━━━━━ Stored data
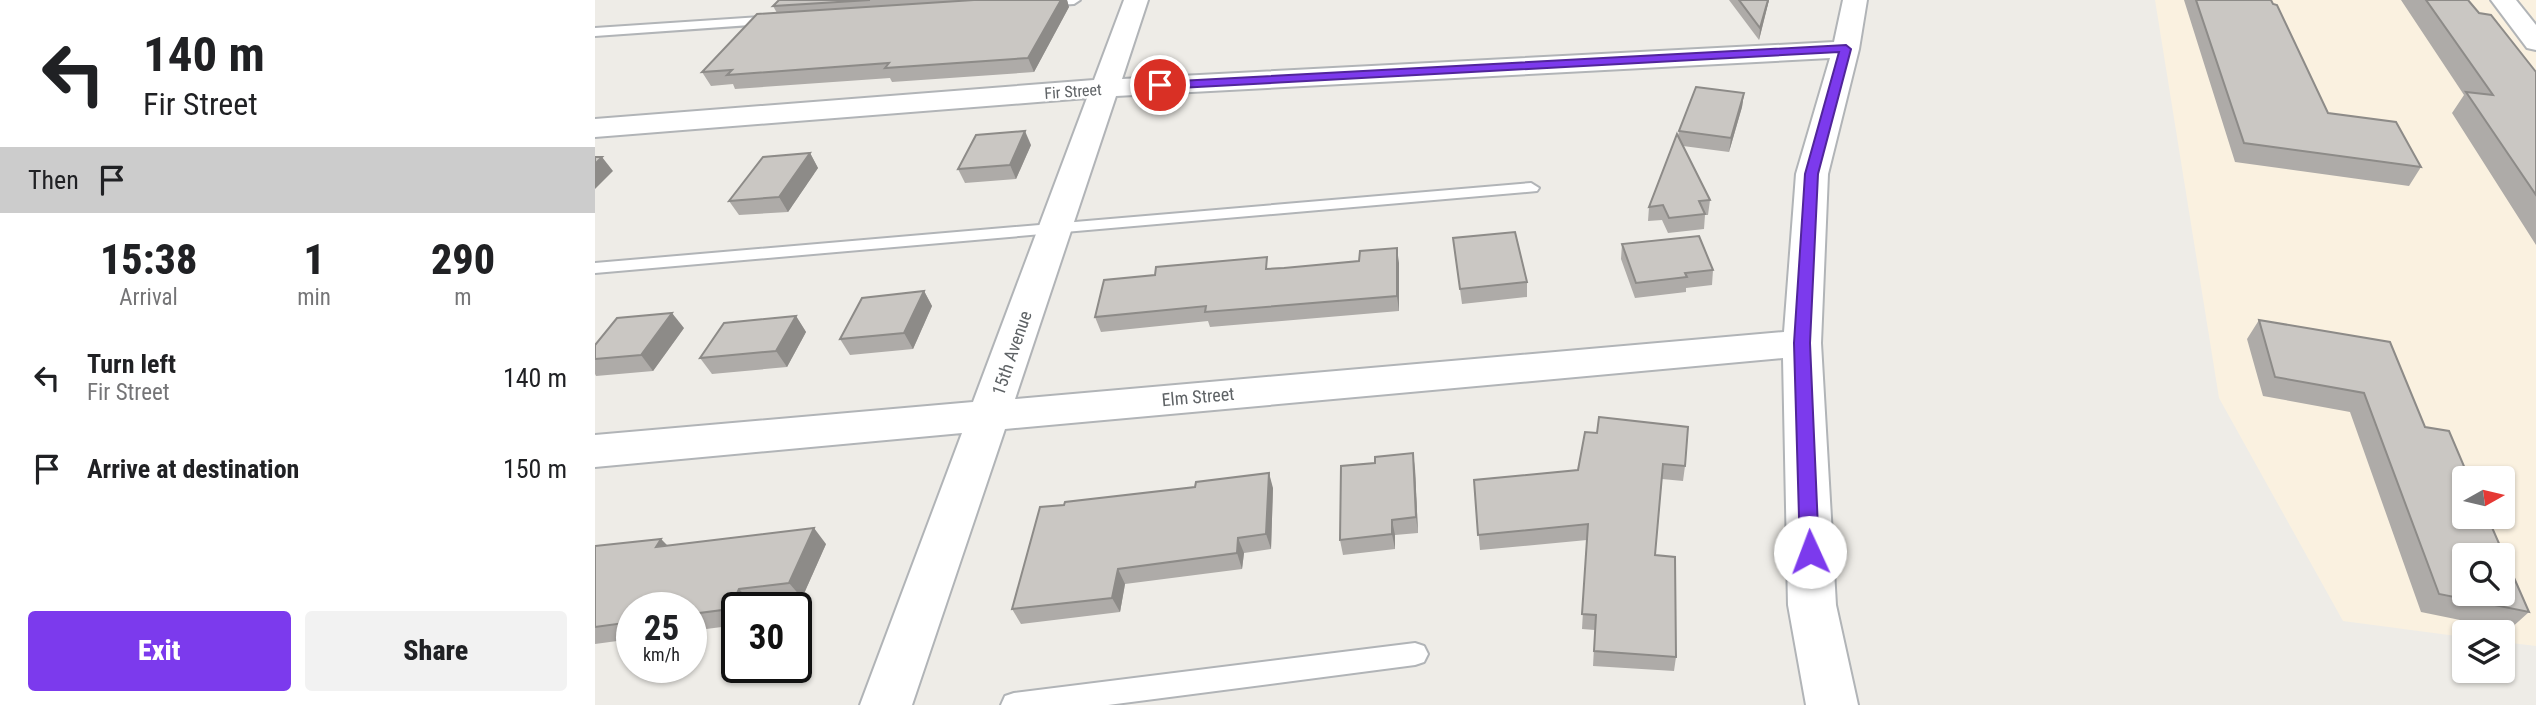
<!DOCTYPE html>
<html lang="en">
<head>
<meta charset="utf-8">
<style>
  body { margin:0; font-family:"Roboto Condensed",sans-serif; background:#f2f2f2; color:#202124; height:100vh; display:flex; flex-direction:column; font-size:26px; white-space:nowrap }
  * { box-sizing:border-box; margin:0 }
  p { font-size:23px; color:#757577 }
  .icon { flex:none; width:38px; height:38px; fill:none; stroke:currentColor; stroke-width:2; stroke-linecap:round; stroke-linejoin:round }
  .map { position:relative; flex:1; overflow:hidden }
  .sheet { display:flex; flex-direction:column; background:#fff; width:595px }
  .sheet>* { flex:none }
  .top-card { background:#fff; color:#202124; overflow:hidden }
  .needle { width:46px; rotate:82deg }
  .buttons { position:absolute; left:1857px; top:466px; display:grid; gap:14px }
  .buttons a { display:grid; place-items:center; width:63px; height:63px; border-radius:7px; background:#fff; box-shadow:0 2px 5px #0004; font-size:35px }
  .speed { position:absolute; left:21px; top:592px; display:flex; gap:14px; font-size:35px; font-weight:700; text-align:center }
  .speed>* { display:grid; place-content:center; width:91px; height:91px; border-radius:50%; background:#fff; box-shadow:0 2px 5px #0004; line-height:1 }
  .speed small { font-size:18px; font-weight:400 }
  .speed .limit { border:4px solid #111; border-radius:10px; background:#fff; color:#111 }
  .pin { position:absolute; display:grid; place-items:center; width:60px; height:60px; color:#fff; margin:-30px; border:4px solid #fff; border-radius:50%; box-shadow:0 2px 7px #0007 }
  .me { position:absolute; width:77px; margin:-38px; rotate:358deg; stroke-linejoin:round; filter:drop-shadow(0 0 5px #0008) }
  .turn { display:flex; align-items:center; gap:24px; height:147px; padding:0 28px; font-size:32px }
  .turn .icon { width:91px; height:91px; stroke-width:2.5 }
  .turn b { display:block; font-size:49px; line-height:60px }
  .then { display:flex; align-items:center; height:66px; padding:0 28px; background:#0003; gap:14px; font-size:26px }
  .eta { display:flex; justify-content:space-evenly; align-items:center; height:119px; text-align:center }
  .eta b { font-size:42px; font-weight:800; line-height:49px }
  .button { display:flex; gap:14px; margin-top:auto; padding:14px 28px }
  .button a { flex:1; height:80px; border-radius:7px; background:#7c3aed; color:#fff; font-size:28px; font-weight:800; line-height:80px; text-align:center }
  .button a+a { background:#f2f2f2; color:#202124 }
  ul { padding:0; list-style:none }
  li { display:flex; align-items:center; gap:21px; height:91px; padding:0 28px }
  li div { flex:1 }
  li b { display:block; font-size:26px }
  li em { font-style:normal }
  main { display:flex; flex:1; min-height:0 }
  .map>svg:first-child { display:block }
  .commercial { fill:#faf1e0; fill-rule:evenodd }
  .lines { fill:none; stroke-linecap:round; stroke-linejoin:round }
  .lane-casing { stroke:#b1b4b7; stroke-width:4 }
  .street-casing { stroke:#b1b4b7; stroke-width:4 }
  .lane { fill:#fff; fill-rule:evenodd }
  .street { fill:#fff; fill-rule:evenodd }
  .wall { fill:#aeaba8 }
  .shaded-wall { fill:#8d8b88 }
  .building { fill:#cac7c3; stroke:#8d8b88; stroke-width:2; fill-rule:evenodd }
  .route { fill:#7c3aed; stroke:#51269a; stroke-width:2 }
  .labels { text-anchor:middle; stroke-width:5; stroke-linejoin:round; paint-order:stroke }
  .far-street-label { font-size:16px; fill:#5e6265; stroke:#fff }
  .street-label { font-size:18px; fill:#5e6265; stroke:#fff }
</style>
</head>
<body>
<main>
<section class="sheet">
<div class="top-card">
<div class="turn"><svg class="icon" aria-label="left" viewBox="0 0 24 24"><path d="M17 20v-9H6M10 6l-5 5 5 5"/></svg><div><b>140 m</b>Fir Street</div></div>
<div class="then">Then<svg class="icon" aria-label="arrive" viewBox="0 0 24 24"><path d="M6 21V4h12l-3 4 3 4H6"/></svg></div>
</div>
<div class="eta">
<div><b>15:38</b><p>Arrival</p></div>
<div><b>1</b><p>min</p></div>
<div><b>290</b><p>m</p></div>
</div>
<ul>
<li><svg class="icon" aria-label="left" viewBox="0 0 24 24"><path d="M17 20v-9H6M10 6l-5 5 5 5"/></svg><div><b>Turn left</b><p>Fir Street</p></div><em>140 m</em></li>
<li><svg class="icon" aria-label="arrive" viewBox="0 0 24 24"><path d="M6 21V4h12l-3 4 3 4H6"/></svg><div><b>Arrive at destination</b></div><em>150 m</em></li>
</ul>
<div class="button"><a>Exit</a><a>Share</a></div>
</section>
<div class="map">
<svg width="1941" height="705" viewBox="0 0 1941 705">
  <rect width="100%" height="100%" fill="#eeece7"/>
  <path class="commercial" d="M1560,0H1941V646L1908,642V632H1869V637L1748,621L1624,398ZM1869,478H1908V516H1869ZM1869,555H1908V593H1869Z"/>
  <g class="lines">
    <defs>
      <g id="lane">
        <polygon points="443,0 485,0 479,4 448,6 444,5"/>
        <polygon points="181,16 185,17 185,23 0,36 0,28"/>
        <polygon points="936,183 944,188 942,191 0,273 0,263"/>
        <polygon points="820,643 829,646 833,654 829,662 820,665 513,705 406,705 410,696 419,693"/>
      </g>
      <g id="street">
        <path d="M529,0H553L527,79L1239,42L1248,0H1272L1264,49L1233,174L1226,343L1241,605L1263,705H1211L1193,605L1188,358L410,429L317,705H265L367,433L0,467V435L378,402L492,98L0,137V119L499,80ZM1235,58L1201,174L1189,332L420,399L521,96Z"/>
        <polygon points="1896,0 1921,0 1941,25 1941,50 1932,48"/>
      </g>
    </defs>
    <use href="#lane" class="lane-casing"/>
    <use href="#street" class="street-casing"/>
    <use href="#lane" class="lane"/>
    <use href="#street" class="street"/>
  </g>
  <g class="wall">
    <polygon points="184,0 472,0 474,7 439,72 297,82 295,78 140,89 138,84 116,86 107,72 182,13 178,6"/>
    <polygon points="1134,0 1174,0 1164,40"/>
    <polygon points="1589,0 1676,0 1733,113 1826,167 1814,186 1640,162"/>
    <polygon points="1806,0 1873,0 1884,13 1941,72 1941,245 1857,113 1869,95"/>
    <polygon points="1149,93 1147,107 1134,152 1088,146 1115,200 1113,215 1110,215 1109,229 1073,233 1067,220 1053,221 1054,207 1083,136 1084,131"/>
    <polygon points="436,145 421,179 370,183 363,169"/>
    <polygon points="215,153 223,168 193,212 144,215 134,201"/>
    <polygon points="858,238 932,282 932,297 867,304"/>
    <polygon points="1027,244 1118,270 1117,285 1091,288 1091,292 1040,298 1026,259"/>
    <polygon points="804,263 804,311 615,327 613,321 506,332 500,317 675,268"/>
    <polygon points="329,291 337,306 318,349 255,355 245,339"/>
    <polygon points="201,316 211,332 192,367 117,374 105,358"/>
    <polygon points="1664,320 1830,427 1934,612 1914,630 1826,612 1755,412 1668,396 1652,339"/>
    <polygon points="89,328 58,371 1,376 0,374 0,345"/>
    <polygon points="1002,433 1090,466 1088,481 1067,479 1060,555 1081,657 1079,671 998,666 1000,630 987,629 992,540 885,550 879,480 983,470"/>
    <polygon points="780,463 820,469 823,533 800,535 800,549 748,555 745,540"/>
    <polygon points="678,488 676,549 649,553 647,569 530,584 525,612 426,624 417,609"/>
    <polygon points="66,539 73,546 231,544 207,598 158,604 156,607 142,607 142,625 96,631 96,607 37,607 37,639 0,644 0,546"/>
  </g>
  <g class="shaded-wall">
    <polygon points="466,0 472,0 474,7 439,72 433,58"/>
    <polygon points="1173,0 1174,0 1164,40 1165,28"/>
    <polygon points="1149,93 1147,107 1134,152 1136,138"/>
    <polygon points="430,131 436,145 421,179 415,165"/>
    <polygon points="215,153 223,168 193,212 184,197"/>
    <polygon points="7,157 18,171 0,189 0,164"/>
    <polygon points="802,248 804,263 804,311 802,296"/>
    <polygon points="329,291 337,306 318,349 309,333"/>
    <polygon points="77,313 89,328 58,371 46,355"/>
    <polygon points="201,316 211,332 192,367 181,351"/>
    <polygon points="818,453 820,469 823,533 821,517"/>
    <polygon points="674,473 678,488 676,549 671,534"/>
    <polygon points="797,520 800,535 800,549 797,534"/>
    <polygon points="219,528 231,544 207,598 194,583"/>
    <polygon points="643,538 649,553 647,569 642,553"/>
    <polygon points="66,539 80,554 61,547"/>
    <polygon points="523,569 530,584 525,612 517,598"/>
    <polygon points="144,589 158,604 156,607 142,607 142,616 135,609"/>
  </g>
  <g class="building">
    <polygon points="184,0 275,0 178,6"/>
    <polygon points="379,0 466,0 433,58 290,68 294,63 132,75 137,70 107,72 162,14"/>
    <polygon points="1144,0 1173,0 1165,28"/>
    <polygon points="1601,0 1676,0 1678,4 1682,5 1733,113 1801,122 1826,167 1649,143"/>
    <polygon points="1831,0 1873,0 1884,13 1896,15 1941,72 1941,195 1871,92 1898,95"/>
    <polygon points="1101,87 1149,93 1136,138 1084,131"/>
    <polygon points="430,131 415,165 363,169 381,135"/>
    <polygon points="1082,134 1115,200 1104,201 1110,214 1074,218 1068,205 1054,207"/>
    <polygon points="215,153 184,197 134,201 168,157"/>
    <polygon points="0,157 7,157 0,164"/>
    <polygon points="920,232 932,282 865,289 858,238"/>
    <polygon points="1104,236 1118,270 1090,273 1092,277 1041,283 1027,244"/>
    <polygon points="802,248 802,296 610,312 611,306 500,317 509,280 560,275 561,267 672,257 671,269 689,268 764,261 765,251"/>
    <polygon points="329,291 309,333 245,339 267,298"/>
    <polygon points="77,313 46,355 0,359 0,345 22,318"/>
    <polygon points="201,316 181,351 105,358 129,323"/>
    <path d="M1664,320L1795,342L1830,427L1854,431L1874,478H1869V516H1892L1934,612L1844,594L1769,393L1680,377ZM1869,555H1908V593H1869Z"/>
    <polygon points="1004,417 1093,427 1090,466 1068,464 1060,555 1080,557 1081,657 999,651 1001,615 987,614 993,524 883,535 879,480 983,470 990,432 1002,433"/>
    <polygon points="818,453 821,517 797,520 797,534 745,540 746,466 780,463 780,457"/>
    <polygon points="674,473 671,534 643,538 642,553 523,569 517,598 417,609 445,507 469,505 470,502 600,487 601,482"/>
    <polygon points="219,528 194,583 144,589 135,609 96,614 96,607 37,607 37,622 0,627 0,546 66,539 61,547"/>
  </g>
  <polygon class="route" points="1251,45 1256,49 1223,174 1215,343 1224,552 1222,558 1215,560 1208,558 1205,552 1199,343 1210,174 1244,52 565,89 559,85 565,82"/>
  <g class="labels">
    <g class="far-street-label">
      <text transform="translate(478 91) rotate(-4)" y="6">Fir Street</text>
    </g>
    <g class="street-label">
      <text transform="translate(417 353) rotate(-71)" y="6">15th Avenue</text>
      <text transform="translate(603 397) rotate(-5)" y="6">Elm Street</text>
    </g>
  </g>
</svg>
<div class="buttons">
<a><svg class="needle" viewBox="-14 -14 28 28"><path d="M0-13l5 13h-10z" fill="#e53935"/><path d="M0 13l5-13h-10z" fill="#757577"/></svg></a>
<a><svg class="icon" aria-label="search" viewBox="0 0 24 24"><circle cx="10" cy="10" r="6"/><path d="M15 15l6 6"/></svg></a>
<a><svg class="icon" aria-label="layers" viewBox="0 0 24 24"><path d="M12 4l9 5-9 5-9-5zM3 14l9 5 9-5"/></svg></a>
</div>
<div class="speed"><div>25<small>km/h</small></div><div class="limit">30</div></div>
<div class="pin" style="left:565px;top:85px;background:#d93025"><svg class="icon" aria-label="arrive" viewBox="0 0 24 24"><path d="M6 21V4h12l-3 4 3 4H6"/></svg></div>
<svg class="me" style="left:1215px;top:552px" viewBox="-20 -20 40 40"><circle r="19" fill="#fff"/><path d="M0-13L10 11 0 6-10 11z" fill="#7c3aed"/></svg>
</div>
</main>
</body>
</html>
━━━━━━━━━━
Go through the records above and return each line in which the word "speed" occurs.

  .speed { position:absolute; left:21px; top:592px; display:flex; gap:14px; font-size:35px; font-weight:700; text-align:center }
  .speed>* { display:grid; place-content:center; width:91px; height:91px; border-radius:50%; background:#fff; box-shadow:0 2px 5px #0004; line-height:1 }
  .speed small { font-size:18px; font-weight:400 }
  .speed .limit { border:4px solid #111; border-radius:10px; background:#fff; color:#111 }
<div class="speed"><div>25<small>km/h</small></div><div class="limit">30</div></div>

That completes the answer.